Dietary changes that meaningfully address the most common deficiencies do not require a complete dietary overhaul. Dark leafy greens consumed with a source of vitamin C significantly improves iron absorption. Fatty fish two to three times per week addresses omega-3 and vitamin D simultaneously. Seeds — pumpkin, sunflower, and hemp — are among the most magnesium-dense foods available and integrate easily into existing eating patterns. For those following plant-based diets, vitamin B12 supplementation is non-negotiable, as B12 is found reliably only in animal products and is not produced or stored by the body in adequate volumes without dietary intake.
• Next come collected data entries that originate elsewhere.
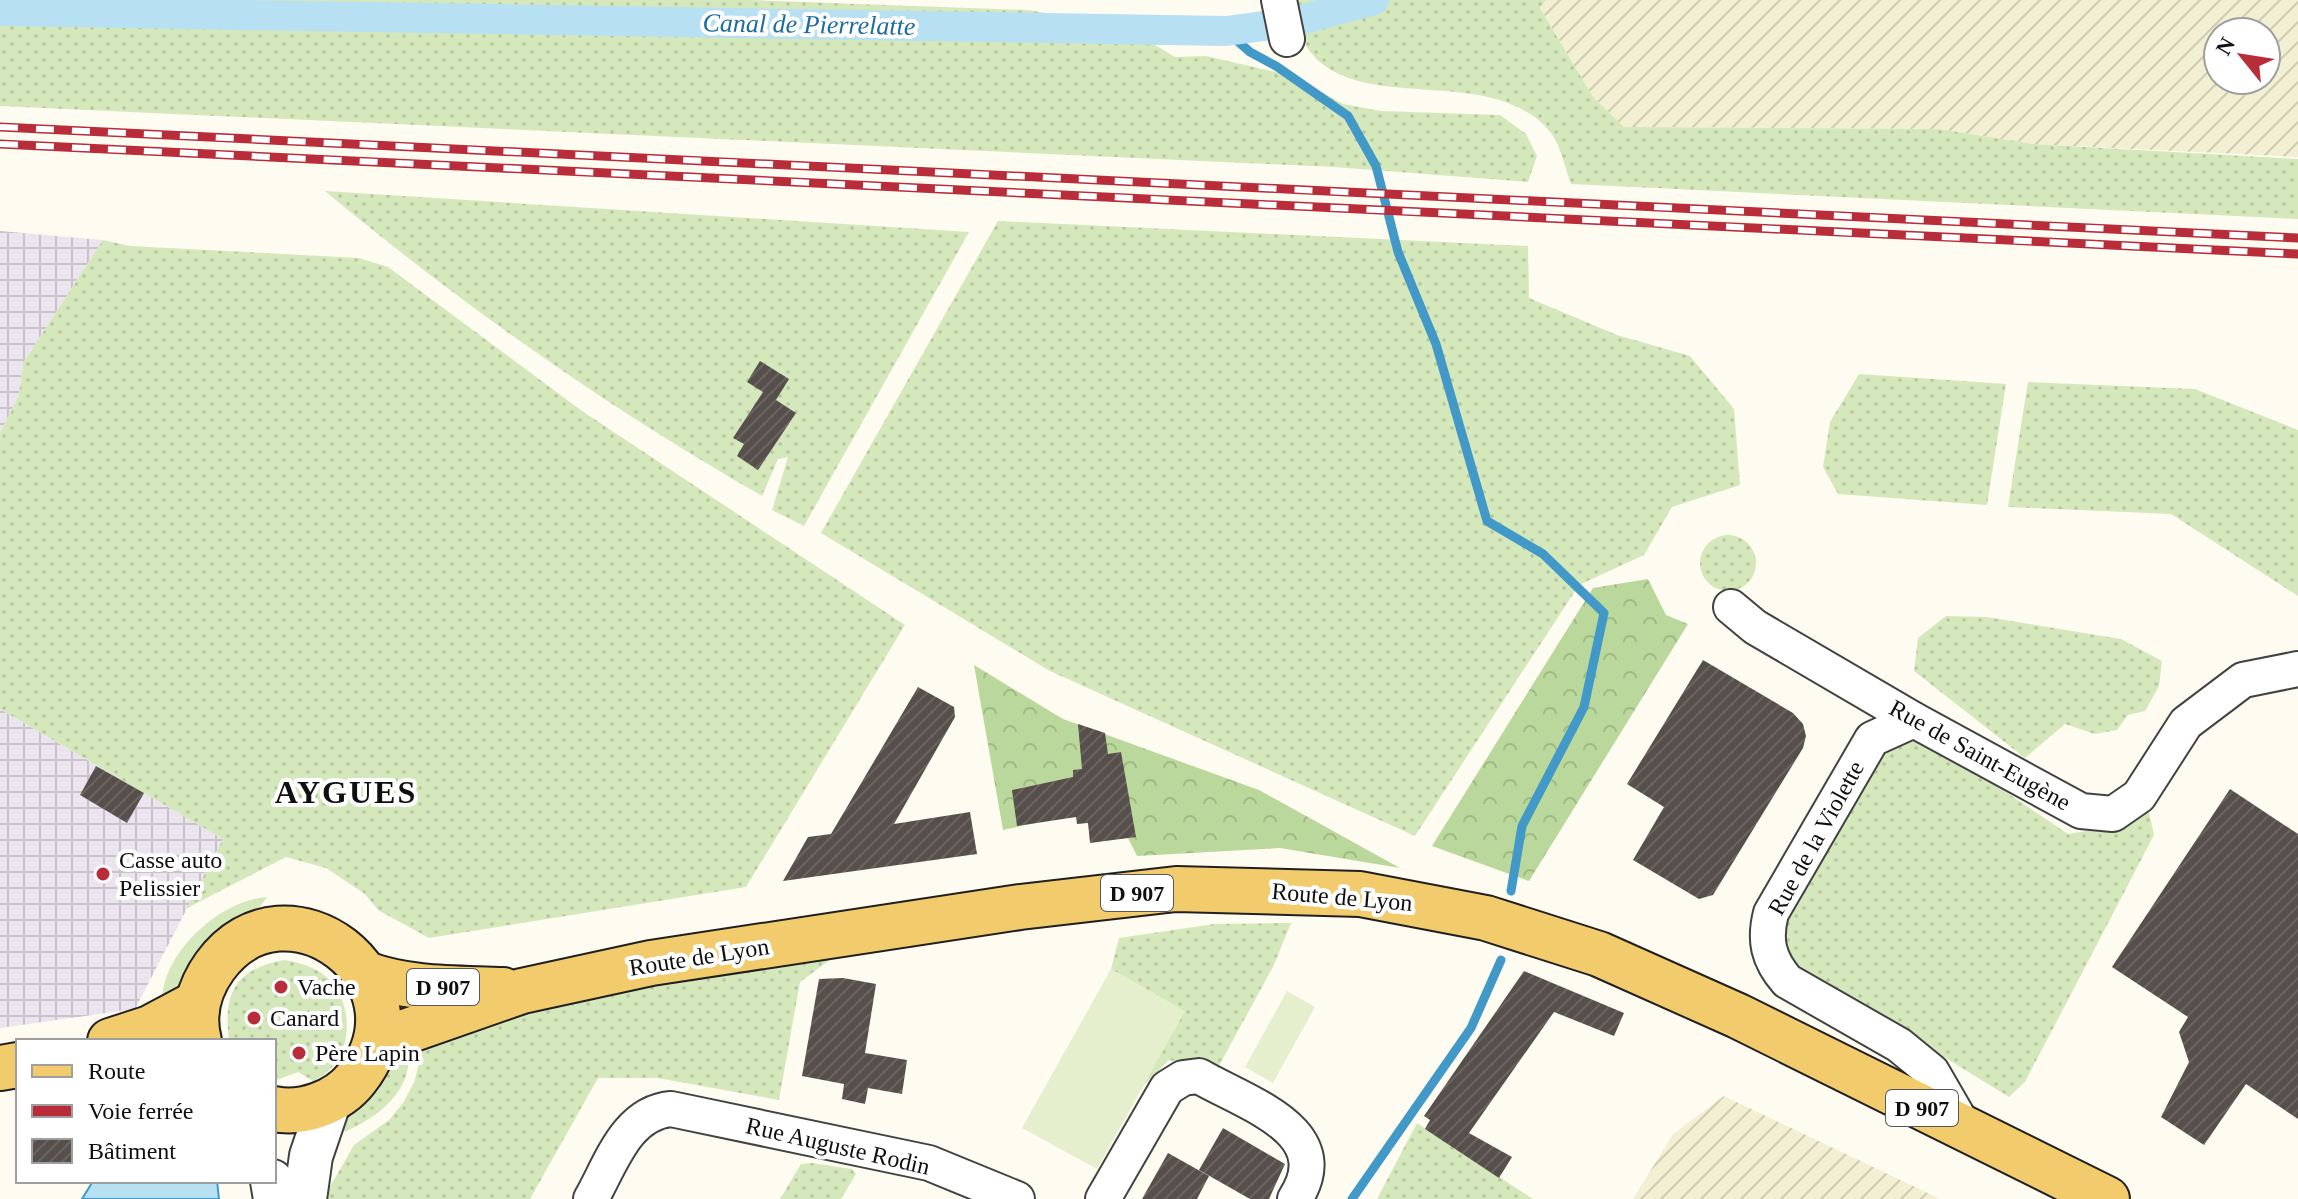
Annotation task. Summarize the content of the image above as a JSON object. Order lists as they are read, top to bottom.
{
  "streets": {
    "main road": ["D 907", "Route de Lyon"],
    "street": ["Rue de Saint-Eugène", "Rue de la Violette", "Rue Auguste Rodin"]
  },
  "crossings": [
    ["Rue de Saint-Eugène", "Rue de la Violette"],
    ["Rue de la Violette", "Route de Lyon"]
  ],
  "districts": ["AYGUES"],
  "water": ["Canal de Pierrelatte"],
  "places": [
    "Casse auto Pelissier",
    "Vache",
    "Canard",
    "Père Lapin"
  ],
  "legend": ["Route", "Voie ferrée", "Bâtiment"],
  "north": "top left"
}
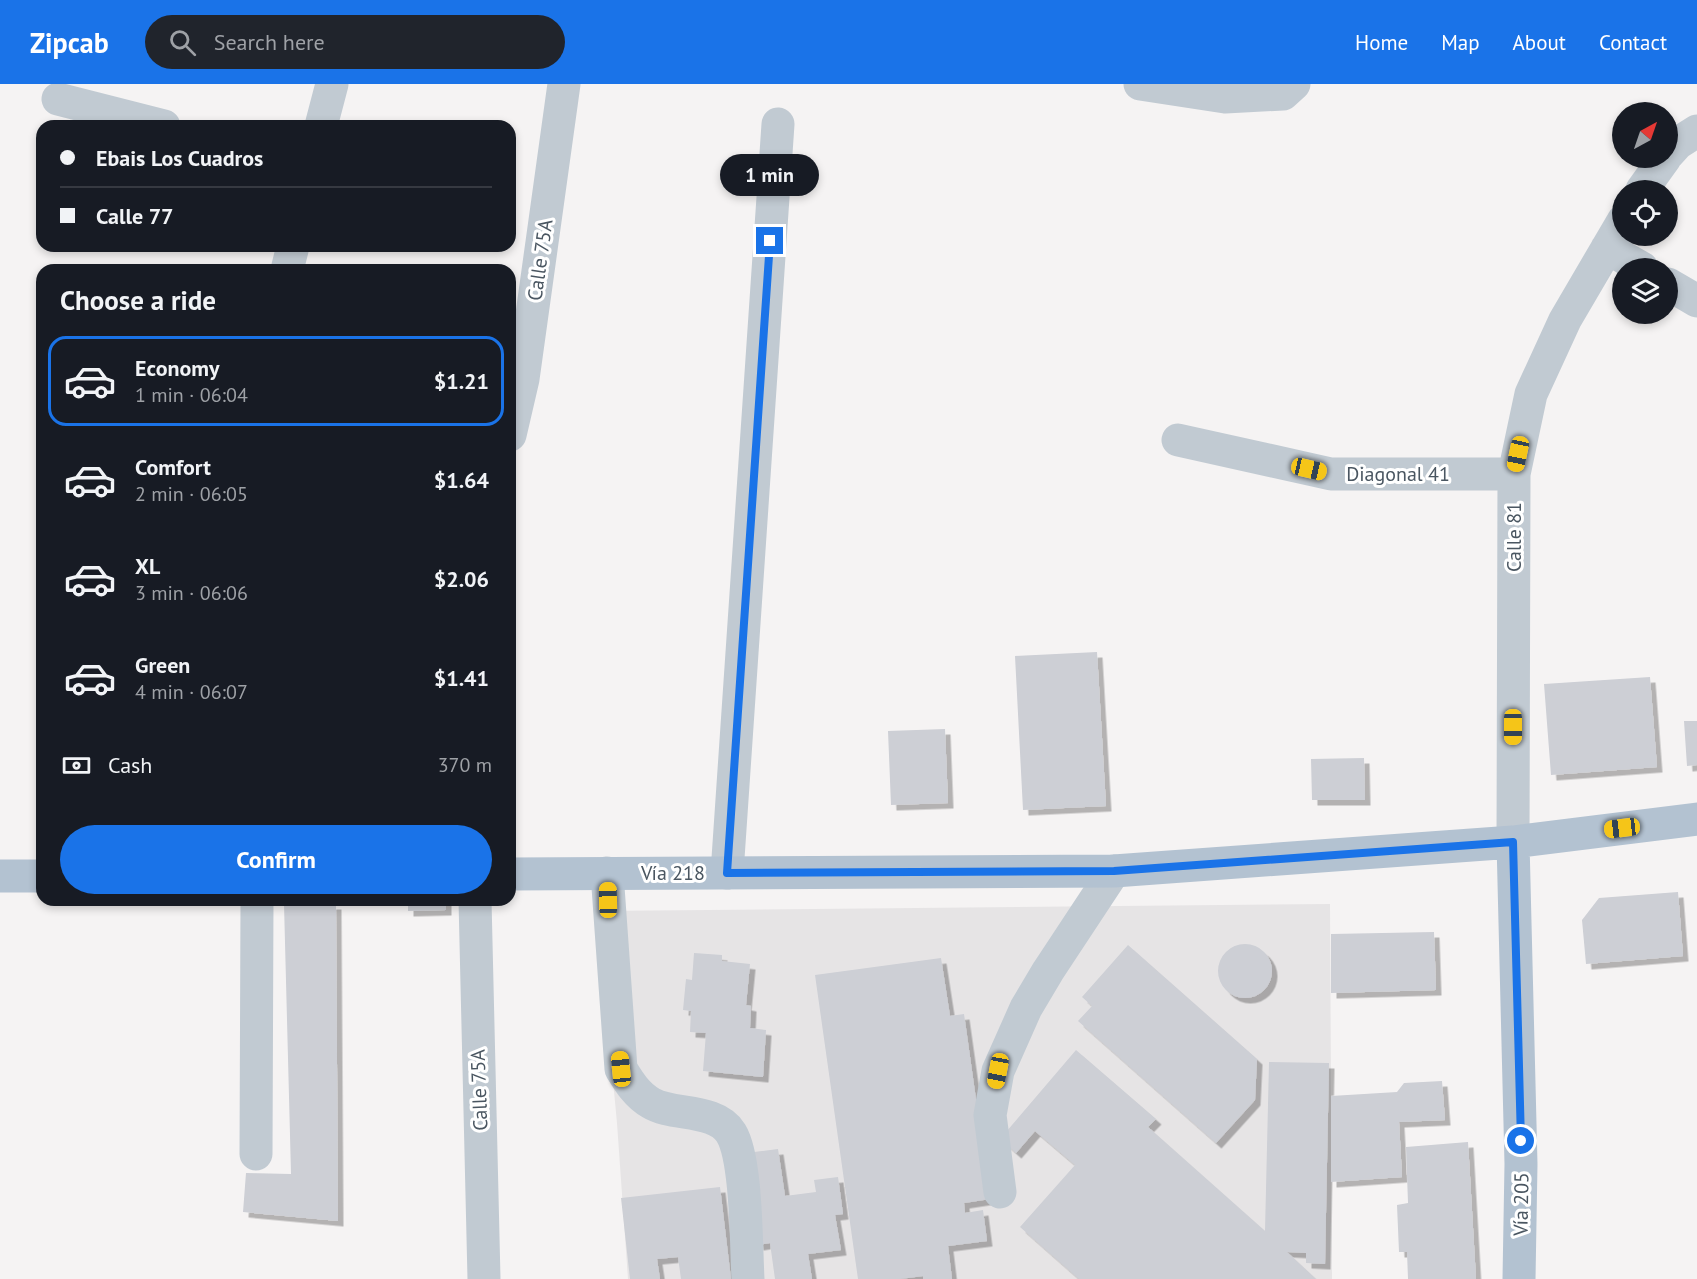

- Request a micronutrient blood panel from your GP covering vitamin D, iron, ferritin, B12, folate, and thyroid — use results to guide supplementation specifically
- Supplement vitamin D3 with K2 (to direct calcium correctly) at 1,000–2,000 IU daily unless testing shows adequacy
- Eat oily fish (salmon, sardines, mackerel) at least twice per week for omega-3s; consider an algae-based omega-3 supplement if plant-based
- Add a daily magnesium glycinate or malate supplement (200–400mg) — these forms have better absorption and fewer digestive side effects than magnesium oxide
- If plant-based: take a B12 supplement of at least 250mcg daily, or 1,000–2,000mcg weekly — do not rely on fortified foods alone
- Drink coffee and tea away from iron-rich meals — leave at least one hour between caffeine and iron-containing food to preserve absorption
There is a dimension of micronutrient deficiency that testing alone will not fully reveal: poor gut absorption. Nutrients must not only be present in the diet — they must be absorbed through the gut wall into the bloodstream to be biologically useful. Chronic stress — which is prevalent in this age group — directly impairs gut barrier integrity and reduces the surface area available for nutrient absorption. Antibiotic use, common in young adulthood, depletes the gut microbiome that produces certain B vitamins and supports absorption of others. High consumption of ultra-processed foods with emulsifiers and preservatives disrupts the gut mucosa over time. For many people in this demographic, addressing gut health — through probiotic-rich fermented foods, prebiotic fibre, stress management, and reduced ultra-processed food intake — is a prerequisite for making supplementation and dietary improvement fully effective. Nutrients taken into a compromised gut are partially wasted; nutrients taken into a healthy gut are genuinely transformative.